Technology has dramatically changed parenting. We must have a plan for managing technology with our kids rather than allowing it to manage us. The good news is that kids still have the same needs they always have: to be loved unconditionally, to have limits, to be held accountable, and to learn when the price tag is small.

The biggest mistake I see parents make is allowing unlimited computer/Internet access behind closed doors. Parents need to understand that kids don’t need to have privacy.

It’s important to model behavior. I worked with this brilliant dad, who said, “When I’m out spending the day with my kids, I’ll purposefully have my wife call me about five times. When the phone rings, I ignore the call and say, ‘You guys are more important than this phone.’ ”

No matter how much you monitor a child, if you don’t have a good relationship, they’ll get sneaky on you.

Relationships are the best antidote to all sorts of problems kids get into. Kids often get pulled into Internet and video game addictions to escape life at home. Developing healthy recreational interests together—riding bikes, playing tennis—is a major resiliency factor.

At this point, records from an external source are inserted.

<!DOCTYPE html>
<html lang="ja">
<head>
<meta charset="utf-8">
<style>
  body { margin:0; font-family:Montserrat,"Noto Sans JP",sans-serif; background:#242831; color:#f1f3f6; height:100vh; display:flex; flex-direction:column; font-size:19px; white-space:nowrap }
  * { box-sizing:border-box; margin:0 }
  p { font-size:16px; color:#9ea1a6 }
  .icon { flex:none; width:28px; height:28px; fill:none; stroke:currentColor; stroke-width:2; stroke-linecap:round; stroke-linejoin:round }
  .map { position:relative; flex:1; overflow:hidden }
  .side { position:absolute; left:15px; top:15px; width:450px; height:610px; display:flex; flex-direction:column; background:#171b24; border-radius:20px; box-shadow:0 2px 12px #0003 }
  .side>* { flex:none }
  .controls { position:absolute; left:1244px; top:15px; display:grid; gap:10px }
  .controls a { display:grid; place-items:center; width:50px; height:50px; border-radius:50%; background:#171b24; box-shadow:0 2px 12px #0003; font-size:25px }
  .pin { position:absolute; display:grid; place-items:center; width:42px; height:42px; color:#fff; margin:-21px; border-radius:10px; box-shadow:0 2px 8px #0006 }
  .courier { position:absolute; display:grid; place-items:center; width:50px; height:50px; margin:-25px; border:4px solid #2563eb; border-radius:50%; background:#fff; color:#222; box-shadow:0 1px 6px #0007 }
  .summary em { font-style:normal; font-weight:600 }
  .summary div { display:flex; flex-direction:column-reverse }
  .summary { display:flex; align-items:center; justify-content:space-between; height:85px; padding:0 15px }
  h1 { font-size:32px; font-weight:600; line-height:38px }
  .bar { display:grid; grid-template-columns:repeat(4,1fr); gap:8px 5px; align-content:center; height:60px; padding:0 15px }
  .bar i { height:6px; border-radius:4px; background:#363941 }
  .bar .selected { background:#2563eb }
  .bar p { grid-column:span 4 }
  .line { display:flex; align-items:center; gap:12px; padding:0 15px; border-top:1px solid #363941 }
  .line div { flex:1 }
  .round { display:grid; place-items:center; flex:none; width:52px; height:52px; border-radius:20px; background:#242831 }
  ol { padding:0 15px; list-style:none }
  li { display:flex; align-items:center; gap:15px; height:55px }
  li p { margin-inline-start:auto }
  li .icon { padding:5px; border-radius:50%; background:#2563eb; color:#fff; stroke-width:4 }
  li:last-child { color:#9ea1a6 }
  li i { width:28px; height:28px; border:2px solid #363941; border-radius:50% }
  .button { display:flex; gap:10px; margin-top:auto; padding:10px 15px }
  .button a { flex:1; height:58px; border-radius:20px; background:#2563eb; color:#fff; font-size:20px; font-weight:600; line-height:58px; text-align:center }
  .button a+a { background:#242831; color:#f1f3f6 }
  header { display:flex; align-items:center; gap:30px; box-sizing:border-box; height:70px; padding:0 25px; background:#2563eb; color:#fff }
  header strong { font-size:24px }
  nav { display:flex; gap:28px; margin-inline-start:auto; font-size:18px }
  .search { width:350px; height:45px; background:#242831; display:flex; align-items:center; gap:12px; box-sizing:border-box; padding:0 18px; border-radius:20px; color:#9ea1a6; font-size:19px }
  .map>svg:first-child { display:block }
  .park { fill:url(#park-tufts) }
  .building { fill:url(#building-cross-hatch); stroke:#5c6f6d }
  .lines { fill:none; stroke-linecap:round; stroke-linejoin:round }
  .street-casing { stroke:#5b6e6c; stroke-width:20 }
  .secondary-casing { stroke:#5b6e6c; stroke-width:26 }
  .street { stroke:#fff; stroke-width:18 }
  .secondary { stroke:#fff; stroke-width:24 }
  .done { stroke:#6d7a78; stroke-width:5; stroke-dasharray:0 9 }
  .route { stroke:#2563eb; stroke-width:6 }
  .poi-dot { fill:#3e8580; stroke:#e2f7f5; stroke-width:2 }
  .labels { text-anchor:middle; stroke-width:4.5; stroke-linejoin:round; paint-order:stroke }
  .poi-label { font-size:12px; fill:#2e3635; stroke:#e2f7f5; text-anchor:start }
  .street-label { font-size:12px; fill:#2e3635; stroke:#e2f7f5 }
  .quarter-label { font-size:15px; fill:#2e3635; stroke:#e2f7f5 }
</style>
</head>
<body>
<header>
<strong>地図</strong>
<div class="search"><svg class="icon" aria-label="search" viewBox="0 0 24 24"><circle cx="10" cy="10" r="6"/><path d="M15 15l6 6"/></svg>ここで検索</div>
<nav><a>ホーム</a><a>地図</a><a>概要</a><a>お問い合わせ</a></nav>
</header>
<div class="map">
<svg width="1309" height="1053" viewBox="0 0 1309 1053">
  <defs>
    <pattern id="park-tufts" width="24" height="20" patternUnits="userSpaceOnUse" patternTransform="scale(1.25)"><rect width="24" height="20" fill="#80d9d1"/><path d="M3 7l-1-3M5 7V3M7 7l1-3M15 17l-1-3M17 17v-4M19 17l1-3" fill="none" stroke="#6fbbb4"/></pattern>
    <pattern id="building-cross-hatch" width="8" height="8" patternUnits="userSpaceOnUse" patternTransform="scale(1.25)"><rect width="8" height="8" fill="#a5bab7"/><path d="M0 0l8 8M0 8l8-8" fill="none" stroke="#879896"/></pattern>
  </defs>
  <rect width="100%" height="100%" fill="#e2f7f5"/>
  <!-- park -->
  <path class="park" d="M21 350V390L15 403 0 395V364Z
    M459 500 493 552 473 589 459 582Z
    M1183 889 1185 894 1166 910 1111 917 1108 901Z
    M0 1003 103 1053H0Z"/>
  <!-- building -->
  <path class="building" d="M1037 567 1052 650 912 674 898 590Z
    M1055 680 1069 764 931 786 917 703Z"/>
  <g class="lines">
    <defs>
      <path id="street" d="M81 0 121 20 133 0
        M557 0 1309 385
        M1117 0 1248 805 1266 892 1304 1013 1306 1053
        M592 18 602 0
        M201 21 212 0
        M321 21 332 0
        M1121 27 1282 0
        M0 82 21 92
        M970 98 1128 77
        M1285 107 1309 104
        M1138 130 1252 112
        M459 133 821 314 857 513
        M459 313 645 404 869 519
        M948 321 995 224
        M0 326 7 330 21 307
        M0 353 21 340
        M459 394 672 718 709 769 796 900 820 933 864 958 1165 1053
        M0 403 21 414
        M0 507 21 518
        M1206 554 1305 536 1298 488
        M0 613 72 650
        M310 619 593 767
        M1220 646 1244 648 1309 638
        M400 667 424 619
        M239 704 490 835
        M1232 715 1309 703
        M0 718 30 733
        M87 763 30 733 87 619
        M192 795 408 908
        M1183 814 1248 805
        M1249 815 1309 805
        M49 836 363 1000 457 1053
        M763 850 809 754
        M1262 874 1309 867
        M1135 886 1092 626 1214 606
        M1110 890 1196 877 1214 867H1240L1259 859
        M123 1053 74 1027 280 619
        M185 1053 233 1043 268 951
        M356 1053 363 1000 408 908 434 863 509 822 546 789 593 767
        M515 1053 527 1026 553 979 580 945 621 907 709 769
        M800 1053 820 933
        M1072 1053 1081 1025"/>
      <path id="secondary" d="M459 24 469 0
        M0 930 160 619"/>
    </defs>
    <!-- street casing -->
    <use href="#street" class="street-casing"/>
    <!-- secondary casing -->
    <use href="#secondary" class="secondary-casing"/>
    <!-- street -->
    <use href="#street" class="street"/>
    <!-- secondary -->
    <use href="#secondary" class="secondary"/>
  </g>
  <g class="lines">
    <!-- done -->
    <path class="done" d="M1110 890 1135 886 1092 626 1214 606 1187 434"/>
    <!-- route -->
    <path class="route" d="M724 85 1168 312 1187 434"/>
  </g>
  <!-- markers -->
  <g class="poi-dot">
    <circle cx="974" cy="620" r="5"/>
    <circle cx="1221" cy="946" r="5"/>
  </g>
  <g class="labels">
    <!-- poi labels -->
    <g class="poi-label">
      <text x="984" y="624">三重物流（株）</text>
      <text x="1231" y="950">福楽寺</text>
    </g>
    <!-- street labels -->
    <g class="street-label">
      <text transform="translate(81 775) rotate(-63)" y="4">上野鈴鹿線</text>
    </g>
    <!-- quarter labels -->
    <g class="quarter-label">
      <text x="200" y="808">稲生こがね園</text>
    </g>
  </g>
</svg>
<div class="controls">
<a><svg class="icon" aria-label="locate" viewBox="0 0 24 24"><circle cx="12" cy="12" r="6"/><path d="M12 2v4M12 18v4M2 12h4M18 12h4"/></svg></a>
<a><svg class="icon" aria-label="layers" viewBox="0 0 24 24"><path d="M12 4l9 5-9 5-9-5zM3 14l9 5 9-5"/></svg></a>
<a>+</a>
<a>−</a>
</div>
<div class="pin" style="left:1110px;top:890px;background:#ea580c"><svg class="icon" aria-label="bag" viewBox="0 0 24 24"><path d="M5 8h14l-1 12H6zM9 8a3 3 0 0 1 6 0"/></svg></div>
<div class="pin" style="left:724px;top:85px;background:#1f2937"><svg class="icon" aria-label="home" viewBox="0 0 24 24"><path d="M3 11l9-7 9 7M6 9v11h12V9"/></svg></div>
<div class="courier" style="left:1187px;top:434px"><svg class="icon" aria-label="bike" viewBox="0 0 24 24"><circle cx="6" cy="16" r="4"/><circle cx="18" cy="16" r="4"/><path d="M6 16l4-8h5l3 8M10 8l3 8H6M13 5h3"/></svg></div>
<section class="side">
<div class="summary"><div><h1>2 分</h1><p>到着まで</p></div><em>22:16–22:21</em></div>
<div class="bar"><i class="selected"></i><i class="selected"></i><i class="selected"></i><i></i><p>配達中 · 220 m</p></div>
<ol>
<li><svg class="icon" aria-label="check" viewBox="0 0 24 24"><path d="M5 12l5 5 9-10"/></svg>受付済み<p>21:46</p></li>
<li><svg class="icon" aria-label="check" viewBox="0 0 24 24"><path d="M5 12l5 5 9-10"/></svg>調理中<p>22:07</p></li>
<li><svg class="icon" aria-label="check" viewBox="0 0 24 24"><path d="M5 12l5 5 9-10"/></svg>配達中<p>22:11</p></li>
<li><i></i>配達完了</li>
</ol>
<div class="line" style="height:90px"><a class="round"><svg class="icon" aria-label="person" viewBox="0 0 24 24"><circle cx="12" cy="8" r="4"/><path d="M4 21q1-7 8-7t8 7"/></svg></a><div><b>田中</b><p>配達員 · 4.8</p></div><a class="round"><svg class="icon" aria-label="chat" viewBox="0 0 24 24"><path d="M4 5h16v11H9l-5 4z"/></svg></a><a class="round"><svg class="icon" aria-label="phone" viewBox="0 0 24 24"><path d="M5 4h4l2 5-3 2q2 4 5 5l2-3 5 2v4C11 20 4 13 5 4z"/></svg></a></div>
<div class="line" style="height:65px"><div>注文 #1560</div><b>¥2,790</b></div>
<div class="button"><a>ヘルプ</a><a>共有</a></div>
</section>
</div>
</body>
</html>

Technology is very similar to drugs; if I raise a kid that is responsible and connected to me, odds are high that they won’t get pulled in. If they’re lonely and angry, they could be confined to the South Pole and they’d still find penguins to get into trouble with.

We need to allow things to be problems for our children. We only learn and grow when we have challenges. Parents are too concerned about making life stress-free for their kids.

Parents are always looking for specific solutions to micromanage technology issues; outlawing violent video games or finding the right software to block certain sites. And some of that’s good. But they’re looking past the real solution, which is raising kids who make good decisions from the inside out.